Le contexte politique actuel demeure toutefois très incertain. Depuis les élections décriées de novembre dernier, la junte du généralissime Than Shwe s’est autodissoute et a passé la main, fin mars, à un gouvernement présenté comme « civil » mais entièrement contrôlé par les militaires. La libération de la lauréate du prix Nobel de la paix a toutefois ouvert la voie à une reprise du dialogue entre le gouvernement et l’opposition même si la marge de manœuvre de cette dernière semble étroite. Le 12 août, le ministre de l’Information Kyaw Hsan a enjoint l’opposante d’enregistrer officiellement la LND comme parti politique – ce qui reviendrait à reconnaître la légitimité du gouvernement. Aung San Suu Kyi n’a pas donné suite à cette demande, se contentant d’élargir l’espace de liberté qui lui était alloué.

Ainsi, le 14 août, Aung San Suu Kyi a quitté Rangoun pour la première fois depuis sa remise en liberté afin d’effectuer un déplacement qualifié par ses proches de « politique ». Malgré les mises en garde du régime quant à sa sécurité (1), l’opposante, accompagnée par des journalistes, des diplomates et des membres de son parti, s’est rendu à Bago (ex-Pegu), à 80km au nord-est de Rangoun, où plusieurs milliers de ses partisans l’ont accueillie dans une pagode. L’opposante a ensuite inauguré deux bibliothèques et rencontré une organisation de jeunes. Que ce soit par le biais d’une lettre ouverte au président, publiée à la mi-juillet, ou d’un communiqué daté du 11 août, Aung San Suu Kyi met l’accent sur l’unité nationale. Dans sa lettre, elle a offert son aide au chef de l’exécutif pour parvenir à un cessez-le-feu entre l’armée et les groupes ethniques qui ont récemment repris les armes (les Kachin et les Karen).

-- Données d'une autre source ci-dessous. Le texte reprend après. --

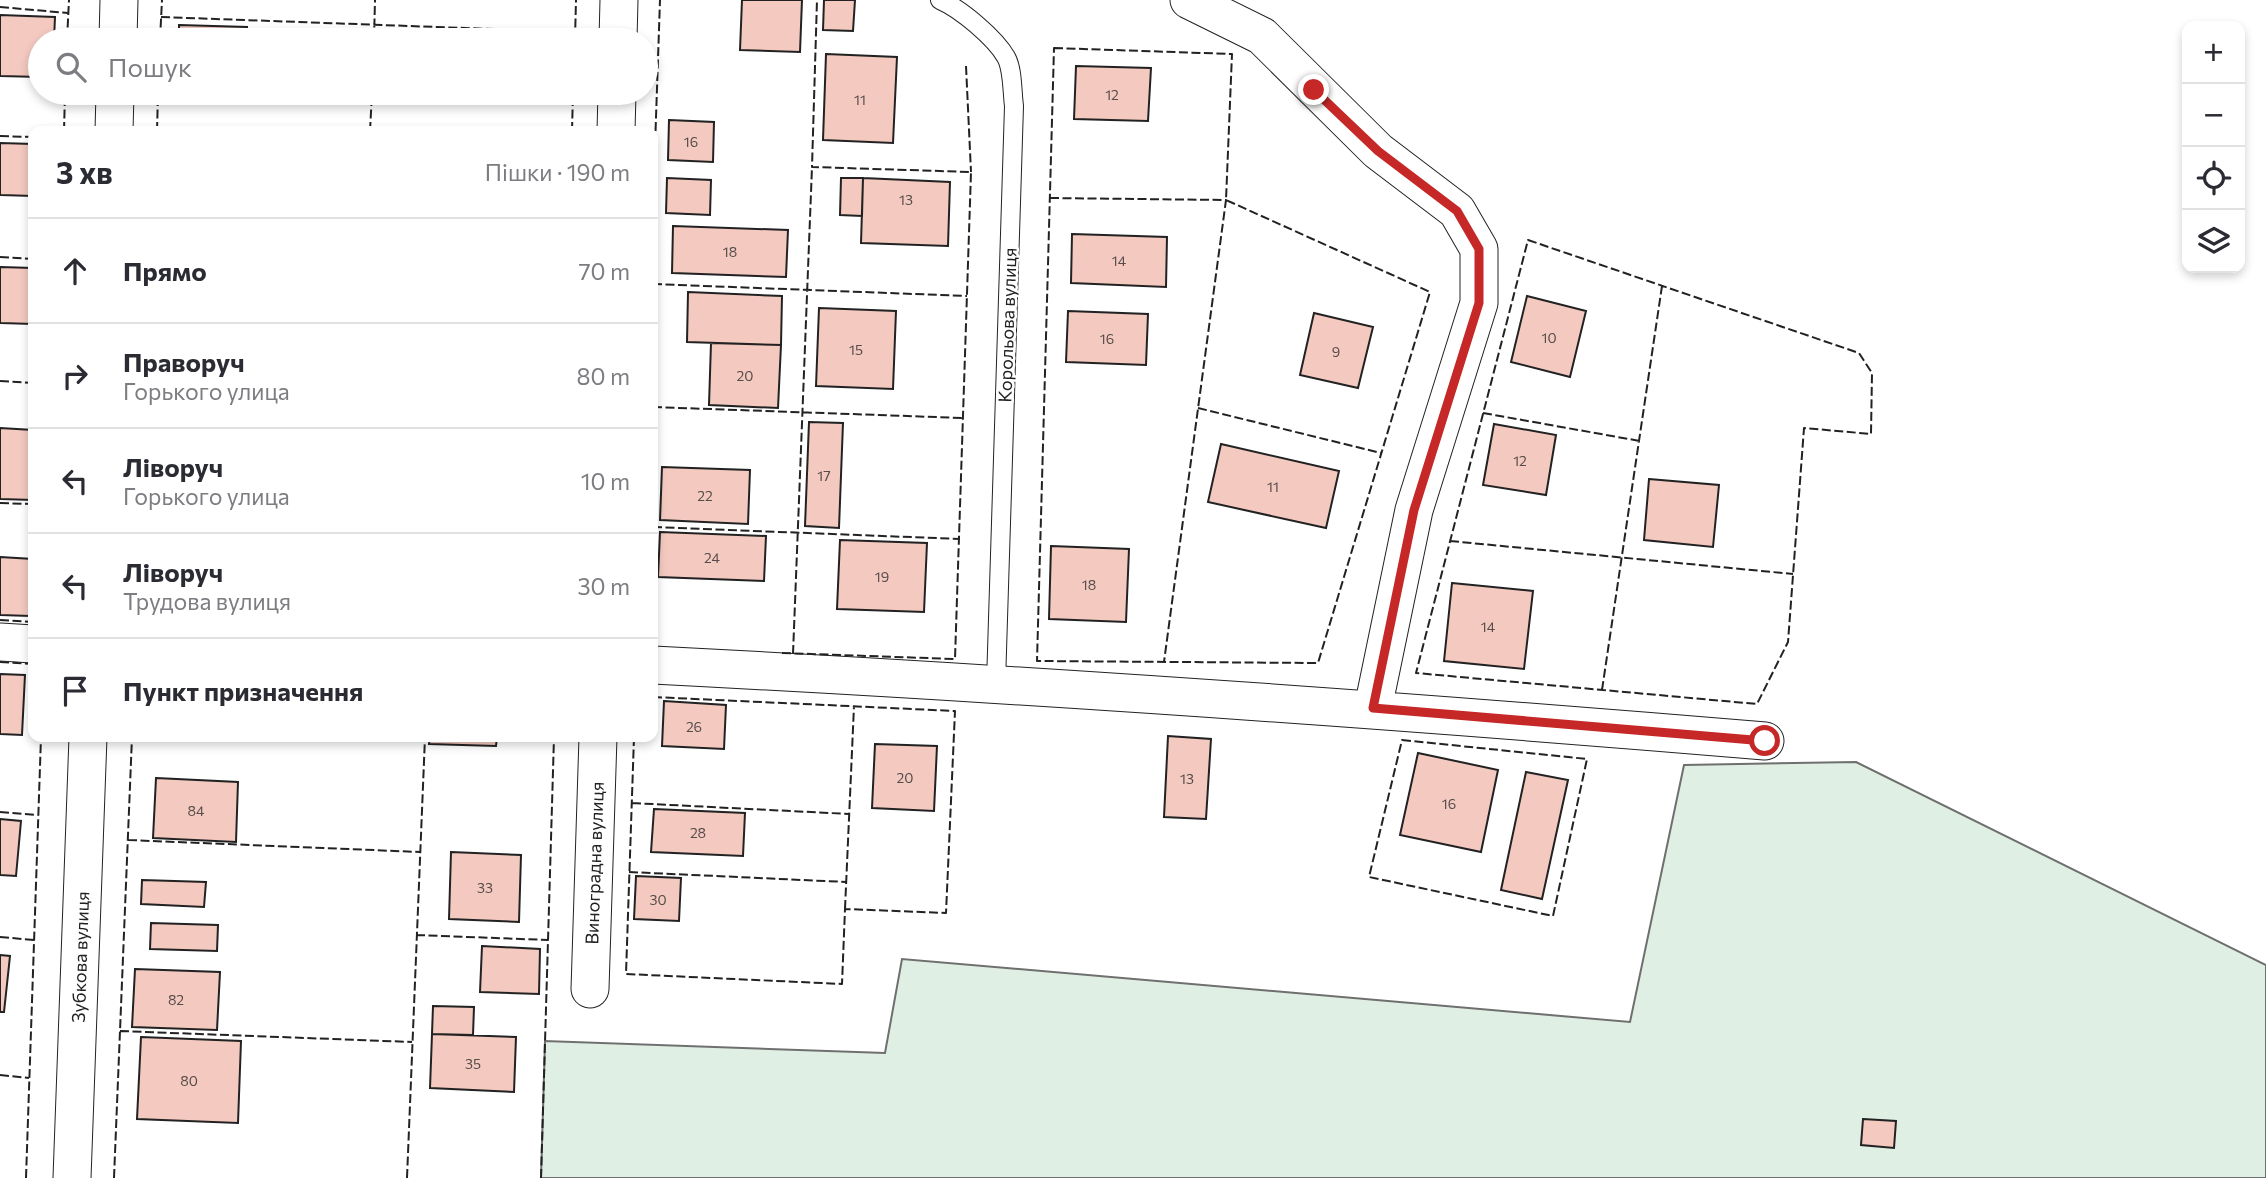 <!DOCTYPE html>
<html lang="uk">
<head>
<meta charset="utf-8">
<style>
  body { margin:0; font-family:Commissioner,sans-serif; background:#f7f7f7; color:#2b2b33 }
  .controls { position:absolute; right:21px; top:21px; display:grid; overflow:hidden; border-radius:14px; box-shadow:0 4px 10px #0003 }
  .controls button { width:63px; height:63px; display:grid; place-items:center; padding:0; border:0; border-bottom:2px solid #e1e1e2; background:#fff; color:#2b2b33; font:35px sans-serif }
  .stop { position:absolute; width:21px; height:21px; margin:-16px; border:5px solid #c62828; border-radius:50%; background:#fff }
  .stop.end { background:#c62828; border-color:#fff; box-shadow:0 2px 7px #0008 }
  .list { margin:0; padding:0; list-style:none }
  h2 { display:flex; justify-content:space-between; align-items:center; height:91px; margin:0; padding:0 28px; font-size:30px }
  h2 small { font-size:23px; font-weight:400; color:#7c7c81 }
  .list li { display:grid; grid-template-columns:46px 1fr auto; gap:21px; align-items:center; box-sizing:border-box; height:105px; padding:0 28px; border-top:2px solid #e1e1e2 }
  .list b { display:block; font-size:26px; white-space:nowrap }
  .list p { margin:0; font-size:23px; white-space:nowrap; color:#7c7c81 }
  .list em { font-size:23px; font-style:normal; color:#7c7c81 }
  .icon { flex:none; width:38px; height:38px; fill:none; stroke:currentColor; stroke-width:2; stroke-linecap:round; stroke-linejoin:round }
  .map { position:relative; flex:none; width:2266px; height:1178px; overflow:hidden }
  .search { position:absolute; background:#fff; box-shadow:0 4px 10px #0003; left:28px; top:28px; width:630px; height:77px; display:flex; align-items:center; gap:18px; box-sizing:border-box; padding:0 24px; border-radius:38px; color:#7c7c81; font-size:26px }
  .panel { position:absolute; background:#fff; box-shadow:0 4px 10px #0003; left:28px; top:126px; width:630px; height:616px; border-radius:14px }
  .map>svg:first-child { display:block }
  .green { fill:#e0efe3; stroke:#6f6f6f; stroke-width:2 }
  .building { fill:#f3c9c0; stroke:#222; stroke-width:2 }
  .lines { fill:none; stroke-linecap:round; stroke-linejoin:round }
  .service-casing { stroke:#222; stroke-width:20 }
  .minor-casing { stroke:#222; stroke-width:39 }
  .service { stroke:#fff; stroke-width:18 }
  .minor { stroke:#fff; stroke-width:37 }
  .fence { stroke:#222; stroke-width:2; stroke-dasharray:9 3.5; stroke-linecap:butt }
  .route { stroke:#c62828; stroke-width:9 }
  .labels { text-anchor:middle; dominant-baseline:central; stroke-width:5; stroke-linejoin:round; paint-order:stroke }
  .number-label { font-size:14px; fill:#564c4a }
  .street-label { font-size:18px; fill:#222; stroke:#fff }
</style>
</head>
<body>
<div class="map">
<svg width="2266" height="1178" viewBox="0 0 2266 1178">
  <rect width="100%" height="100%" fill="#fff"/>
  <!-- green -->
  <path class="green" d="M1856,762L2266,965V1178H541L545,1041L885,1053L902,959L1630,1022L1684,765Z"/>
  <!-- building -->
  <path class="building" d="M742,0H802L800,52L740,50Z
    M824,0H855L853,31L823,30Z
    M0,15L55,17L54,40H40V77L0,76Z
    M179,25L247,27V40H179Z
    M826,54L897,57L893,143L823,140Z
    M1076,66L1151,68L1148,121L1074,119Z
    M177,93H245L244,104L176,101Z
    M669,120L714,122L713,162L668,160Z
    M0,143L33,144V196L0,195Z
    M667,178L711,180L710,215L666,213Z
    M841,178H863L862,216L840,215Z
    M863,178L950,182L948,246L861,243Z
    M673,226L788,230L786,277L672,273Z
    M1072,234L1167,237L1166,287L1071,283Z
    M0,267L33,268V324L0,323Z
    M688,292L782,296L781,345L687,342Z
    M1527,296L1586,311L1570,377L1511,362Z
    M819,308L896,311L893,389L816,386Z
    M1068,311L1148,314L1146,365L1066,362Z
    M1314,313L1373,327L1358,388L1300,375Z
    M711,343L781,345L778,408L709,405Z
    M809,422L843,423L839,528L805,526Z
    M1494,424L1556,435L1546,495L1483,485Z
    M0,428L33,430V500L0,499Z
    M1221,444L1339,471L1326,528L1208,502Z
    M662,467L750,470L748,524L660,520Z
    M1649,479L1719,485L1713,547L1644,540Z
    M660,532L766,536L764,581L658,577Z
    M840,540L927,543L924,612L837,609Z
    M1051,546L1129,549L1126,622L1049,619Z
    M0,557L33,559L30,616L0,615Z
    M1452,583L1533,591L1524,669L1444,661Z
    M0,674L25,675L22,735L0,734Z
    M664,701L726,705L724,749L662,746Z
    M1168,736L1211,739L1206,819L1164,817Z
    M430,737H497L496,746L429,744Z
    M875,744L937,746L934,811L872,808Z
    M1418,753L1498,770L1481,852L1400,835Z
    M1526,772L1568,780L1542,899L1501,890Z
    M156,778L238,782L236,842L153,838Z
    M654,809L745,813L743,856L651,852Z
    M0,819L21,821L16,876L0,875Z
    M451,852L521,855L519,922L449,919Z
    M636,876L681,878L679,921L634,919Z
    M142,880L206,882L204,907L141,904Z
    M151,923L218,925L217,951L150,949Z
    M482,946L540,949L539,994L480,992Z
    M0,955L10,956L4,1012H0Z
    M135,969L220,972L217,1030L132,1027Z
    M433,1006L474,1007L473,1035L432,1034Z
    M432,1034L516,1037L514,1092L430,1088Z
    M141,1037L241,1041L238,1123L137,1119Z
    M1863,1119L1896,1121L1894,1148L1861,1145Z"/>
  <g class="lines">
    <!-- service casing -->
    <g class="service-casing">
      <path id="service" d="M940,0C961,9 995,38 1006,57C1013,69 1012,92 1014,106L996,683"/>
    </g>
    <!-- minor casing -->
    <g class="minor-casing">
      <path id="minor" d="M1189,0L1262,36L1378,151L1457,211L1479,249V303L1414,510L1373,708
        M118,40L119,0
        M618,40L619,0
        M114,131L115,93
        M616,131L617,93
        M0,642L33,644
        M653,665C1024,684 1394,710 1765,741
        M590,989L598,737
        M72,1178L88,737"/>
    </g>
    <!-- service -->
    <use href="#service" class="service"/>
    <!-- minor -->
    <use href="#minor" class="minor"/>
    <!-- fence -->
    <path class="fence" d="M0,7L68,13
      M161,17L575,32
      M67,40L69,0
      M160,40L162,0
      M374,40L375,0
      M575,40L576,0
      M1054,48L1232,54L1226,200L1430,292L1318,663L1037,661Z
      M966,66L971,172
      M64,131L65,93
      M157,131L158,93
      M370,131L372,93
      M572,131L573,93
      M0,136L33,137
      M1050,198L1226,200L1164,662
      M653,206L660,0
      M1528,240L1859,353L1872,373L1871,434L1804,428L1788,642L1757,704L1416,673Z
      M0,257L33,259
      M653,284L967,296
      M0,381L33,383
      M653,407L963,418
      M1198,408L1381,453
      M1483,413L1640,441
      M0,503L33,504
      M653,527L960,539
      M1450,541L1793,574
      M0,620L33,622
      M782,653L955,659L971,172L812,167L817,0
      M793,654L812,167
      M0,662L33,664
      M1602,690L1662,286
      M634,737L626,974L842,984L845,909L946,913L955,711L653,697
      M1402,740L1587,759L1553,916L1369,877Z
      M632,803L849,814
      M0,812L38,815
      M128,840L420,852
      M629,872L846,882
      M845,909L854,706
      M416,935L548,940
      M0,937L34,940
      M120,1031L412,1042
      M0,1075L29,1078
      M26,1178L41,737
      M114,1178L132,737
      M407,1178L425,737
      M541,1178L554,737"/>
  </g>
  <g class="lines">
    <!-- route -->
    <path class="route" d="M1314,90L1378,151L1457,211L1479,249V303L1414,510L1373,708L1765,741"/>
  </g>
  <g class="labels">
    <!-- number labels -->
    <g class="number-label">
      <text x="1112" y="94">12</text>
      <text x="860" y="99">11</text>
      <text x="691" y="141">16</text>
      <text x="906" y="199">13</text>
      <text x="730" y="251">18</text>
      <text x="1119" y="260">14</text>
      <text x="1549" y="337">10</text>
      <text x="1107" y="338">16</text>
      <text x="856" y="349">15</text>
      <text x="1336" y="351">9</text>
      <text x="745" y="375">20</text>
      <text x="1520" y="460">12</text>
      <text x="824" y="475">17</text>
      <text x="1273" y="486">11</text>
      <text x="705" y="495">22</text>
      <text x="712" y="557">24</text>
      <text x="882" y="576">19</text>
      <text x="1089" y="584">18</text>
      <text x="1488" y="626">14</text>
      <text x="694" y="726">26</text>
      <text x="905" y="777">20</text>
      <text x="1187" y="778">13</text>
      <text x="1449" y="803">16</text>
      <text x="196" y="810">84</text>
      <text x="698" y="832">28</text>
      <text x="485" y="887">33</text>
      <text x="658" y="899">30</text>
      <text x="176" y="999">82</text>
      <text x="473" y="1063">35</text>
      <text x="189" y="1080">80</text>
    </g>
    <!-- street labels -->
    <g class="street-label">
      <text transform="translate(1007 325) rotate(-88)">Корольова вулиця</text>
      <text transform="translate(594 863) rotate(-88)">Виноградна вулиця</text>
      <text transform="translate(80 957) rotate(-88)">Зубкова вулиця</text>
    </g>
  </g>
</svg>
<div class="controls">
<button>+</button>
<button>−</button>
<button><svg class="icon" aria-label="locate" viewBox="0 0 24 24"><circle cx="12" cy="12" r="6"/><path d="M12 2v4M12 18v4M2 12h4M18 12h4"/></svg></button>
<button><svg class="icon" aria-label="layers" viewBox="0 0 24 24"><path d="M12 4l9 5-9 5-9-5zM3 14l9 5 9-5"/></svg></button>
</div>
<div class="stop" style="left:1765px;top:741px"></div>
<div class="stop end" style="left:1314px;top:90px"></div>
<div class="search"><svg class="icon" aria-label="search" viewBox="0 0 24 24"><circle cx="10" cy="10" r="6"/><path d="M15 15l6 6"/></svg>Пошук</div>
<section class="panel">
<h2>3 хв<small>Пішки · 190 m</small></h2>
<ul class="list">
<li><svg class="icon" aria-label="ahead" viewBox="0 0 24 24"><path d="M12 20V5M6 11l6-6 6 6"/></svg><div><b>Прямо</b></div><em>70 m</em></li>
<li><svg class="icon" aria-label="right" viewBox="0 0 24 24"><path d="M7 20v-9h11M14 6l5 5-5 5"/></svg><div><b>Праворуч</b><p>Горького улица</p></div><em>80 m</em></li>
<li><svg class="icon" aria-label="left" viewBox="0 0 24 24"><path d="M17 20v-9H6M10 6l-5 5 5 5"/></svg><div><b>Ліворуч</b><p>Горького улица</p></div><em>10 m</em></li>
<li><svg class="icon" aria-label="left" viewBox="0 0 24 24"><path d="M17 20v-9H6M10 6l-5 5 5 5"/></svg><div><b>Ліворуч</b><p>Трудова вулиця</p></div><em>30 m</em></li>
<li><svg class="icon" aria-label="arrive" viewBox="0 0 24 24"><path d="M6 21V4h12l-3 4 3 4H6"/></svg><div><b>Пункт призначення</b></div></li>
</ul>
</section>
</div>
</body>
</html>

Dans le communiqué du 11 août, elle a appelé la Birmanie et ses partenaires chinois à réexaminer le projet de barrage actuellement en construction dans l’Etat Kachin afin d’éviter « des conséquences qui pourraient mettre en danger des vies et des habitations » (2).

Dans ce contexte éminemment incertain, les responsables chrétiens restent prudents. Interrogé par l’agence Ucanews (3), un pasteur protestant confie sous le sceau de l’anonymat : « Il est urgent d’attendre et de voir ce qui va se passer. Le gouvernement ‘civil’ peut simplement chercher à s’attirer les bonnes grâces de l’opinion internationale, en vue d’obtenir la levée des sanctions internationales et dans la perspective de 2014, lorsque la Birmanie assumera la présidence de l’ASEAN (Association des Nations du Sud-Est asiatique). »

Un responsable catholique, qui requiert aussi l’anonymat, ne se montre pas plus disposé à se prononcer. Selon lui, les deux rencontres entre Aung San Suu Kyi et le ministre du Travail ainsi que le déplacement de l’opposante à Bagu sont seulement le signe des quelques changements introduits depuis la mise en place, en mars dernier, du gouvernement civil. La liberté d’expression s’est quelque peu améliorée, les autorités se montrent un peu plus réceptives aux avis émis par la population, mais les progrès s’arrêtent là. « Beaucoup doutent de la capacité du président (Thein Sein) à diriger le pays. Il y a bien quelques signaux positifs de changement mais les progrès sont trop lents », explique ce responsable qui s’interroge sur les desseins réels des autorités.